— Directions for this task —
The answer must be every entry below, word for word, with the pictures left out.

Saved data entries
###
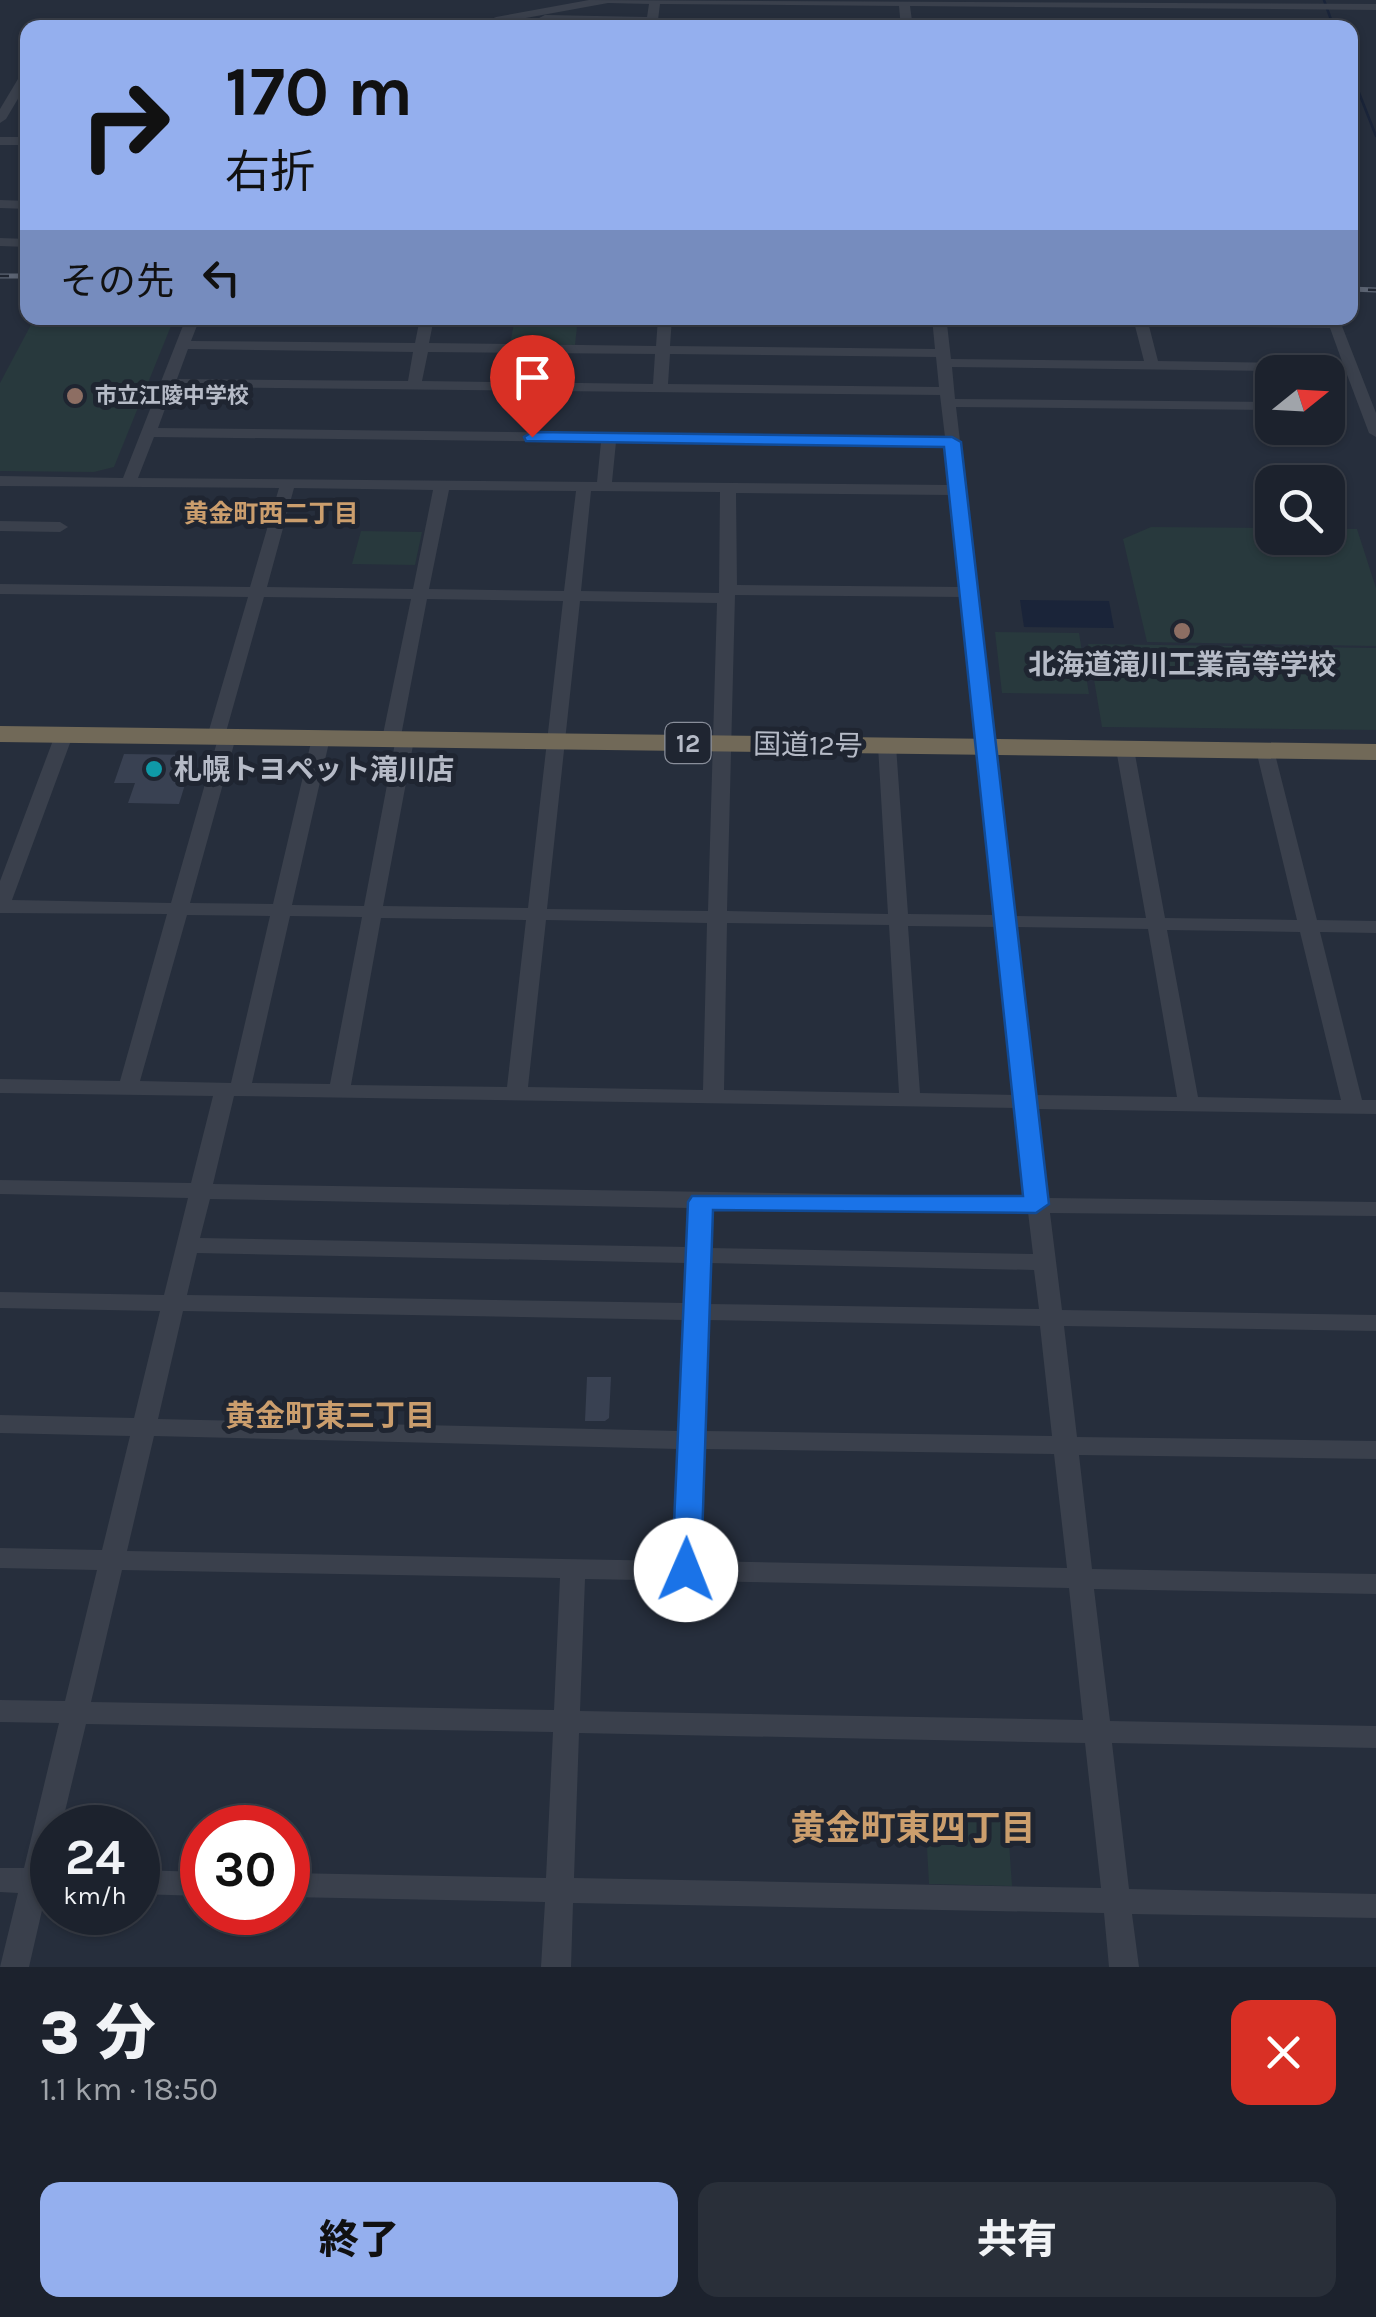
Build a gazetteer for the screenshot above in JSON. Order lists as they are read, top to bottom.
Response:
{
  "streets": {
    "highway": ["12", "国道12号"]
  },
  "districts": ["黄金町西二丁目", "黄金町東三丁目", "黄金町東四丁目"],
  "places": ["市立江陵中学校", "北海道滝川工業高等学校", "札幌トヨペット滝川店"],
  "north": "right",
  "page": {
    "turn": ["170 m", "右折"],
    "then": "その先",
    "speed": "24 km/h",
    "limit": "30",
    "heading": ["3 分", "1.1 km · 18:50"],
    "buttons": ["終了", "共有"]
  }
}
###
— Expected answer —
Build a gazetteer for the screenshot above in JSON. Order lists as they are read, top to bottom.
Response:
{
  "streets": {
    "highway": ["12", "国道12号"]
  },
  "districts": ["黄金町西二丁目", "黄金町東三丁目", "黄金町東四丁目"],
  "places": ["市立江陵中学校", "北海道滝川工業高等学校", "札幌トヨペット滝川店"],
  "north": "right",
  "page": {
    "turn": ["170 m", "右折"],
    "then": "その先",
    "speed": "24 km/h",
    "limit": "30",
    "heading": ["3 分", "1.1 km · 18:50"],
    "buttons": ["終了", "共有"]
  }
}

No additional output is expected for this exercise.